• No results found

Om een idee te krijgen van wat voor een type onderzoeksdatabase in Nederland mogelijk is, is gekeken naar twee databases in het buitenland. De eerste, het Highway Safety Information System (HSIS, zie Reurings, 2008), is al sinds eind jaren tachtig in de Verenigde Staten beschikbaar. De andere, MOLASSES (Gorell & Tootill, 2001), is in 1991 in het Verenigde Koningrijk gestart en bevat informatie over lokale verkeersveiligheidsmaatregelen. Daarnaast is ook gekeken naar de ontwikkeling rondom de Model Minimum Inventory of Roadway Elements (MMIRE) van de FHWA (Council et al., 2007). Dit alles leidt tot een aantal conclusies.

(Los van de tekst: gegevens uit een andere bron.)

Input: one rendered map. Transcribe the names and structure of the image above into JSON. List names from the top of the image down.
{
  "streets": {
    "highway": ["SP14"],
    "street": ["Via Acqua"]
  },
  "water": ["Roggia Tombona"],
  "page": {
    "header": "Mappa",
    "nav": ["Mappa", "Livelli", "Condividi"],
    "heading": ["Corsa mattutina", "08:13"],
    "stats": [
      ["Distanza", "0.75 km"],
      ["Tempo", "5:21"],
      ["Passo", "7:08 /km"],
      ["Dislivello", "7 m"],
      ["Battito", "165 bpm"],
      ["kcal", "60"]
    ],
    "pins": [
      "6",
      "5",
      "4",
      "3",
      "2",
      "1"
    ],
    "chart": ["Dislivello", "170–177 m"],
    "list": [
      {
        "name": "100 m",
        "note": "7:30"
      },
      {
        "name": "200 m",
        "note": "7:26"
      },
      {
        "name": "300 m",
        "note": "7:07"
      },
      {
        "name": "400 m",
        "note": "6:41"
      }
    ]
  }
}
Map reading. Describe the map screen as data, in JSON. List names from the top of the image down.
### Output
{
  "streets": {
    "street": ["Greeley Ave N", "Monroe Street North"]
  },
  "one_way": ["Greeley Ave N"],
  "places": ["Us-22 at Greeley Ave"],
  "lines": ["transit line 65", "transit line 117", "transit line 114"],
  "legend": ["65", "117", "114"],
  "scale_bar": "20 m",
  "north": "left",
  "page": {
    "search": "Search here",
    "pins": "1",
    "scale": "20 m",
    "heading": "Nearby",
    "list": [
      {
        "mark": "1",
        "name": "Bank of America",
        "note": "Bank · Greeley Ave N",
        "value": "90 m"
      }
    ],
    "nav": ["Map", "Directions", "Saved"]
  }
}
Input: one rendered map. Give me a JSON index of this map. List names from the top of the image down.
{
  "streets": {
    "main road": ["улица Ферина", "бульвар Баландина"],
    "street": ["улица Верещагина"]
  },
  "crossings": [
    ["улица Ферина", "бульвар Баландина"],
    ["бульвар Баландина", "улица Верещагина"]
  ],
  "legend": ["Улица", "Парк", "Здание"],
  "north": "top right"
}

MOLASSES lijkt een geschikt instrument te zijn voor algemene effect- analyses (voor- en nastudies) maar is geen database met (specifieke) wegkenmerken. Het is een database met ongevallen voor en na het treffen van verschillende verkeersveiligheidsmaatregelen, vooral gericht op infrastructuur. MOLASSES wordt sinds 2001 niet of nauwelijks door wegbeheerders gebruikt. De beheerder (TRL) heeft aangegeven dat wegbeheerders nauwelijks of geen data meer aanleveren, waarschijnlijk door de te omslachtige formulieren en procedures. Daarnaast heeft TRL geen vast budget om MOLASSES te onderhouden, waardoor het systeem slechts passief wordt ondersteund. Verdere ontwikkeling van MOLASSES lijkt op dit moment ook zeer onwaarschijnlijk.

De HSIS-database is één onderdeel van het HSIS-programma van de FHWA. Het systeem is in beheer van het Universiteit van North Carolina Highway Safety Research Centre en bevat wegkenmerken, ongevallendata en verkeersgegevens van negen staten en twee gemeenten in de VS. Het HSIS wordt gebruikt om specifieke vragen over effecten van bepaalde verkeersveiligheidsmaatregelen (vooral infrastructuurgerelateerd) te beantwoorden. De HSIS-gegevens worden vooral gebruikt door HSIS- personeel dat verantwoordelijk is voor het beantwoorden van specifieke onderzoeksvragen in opdracht van de FHWA. Ook andere kennis- en verkeersveiligheidsinstituten maken gebruik van het systeem. Sinds 1990 is de trend in het aantal aanvragen voor specifieke analyses stijgende. Het systeem bevat veel elementen die wenselijk zijn voor een Nederlandse onderzoeksdatabase.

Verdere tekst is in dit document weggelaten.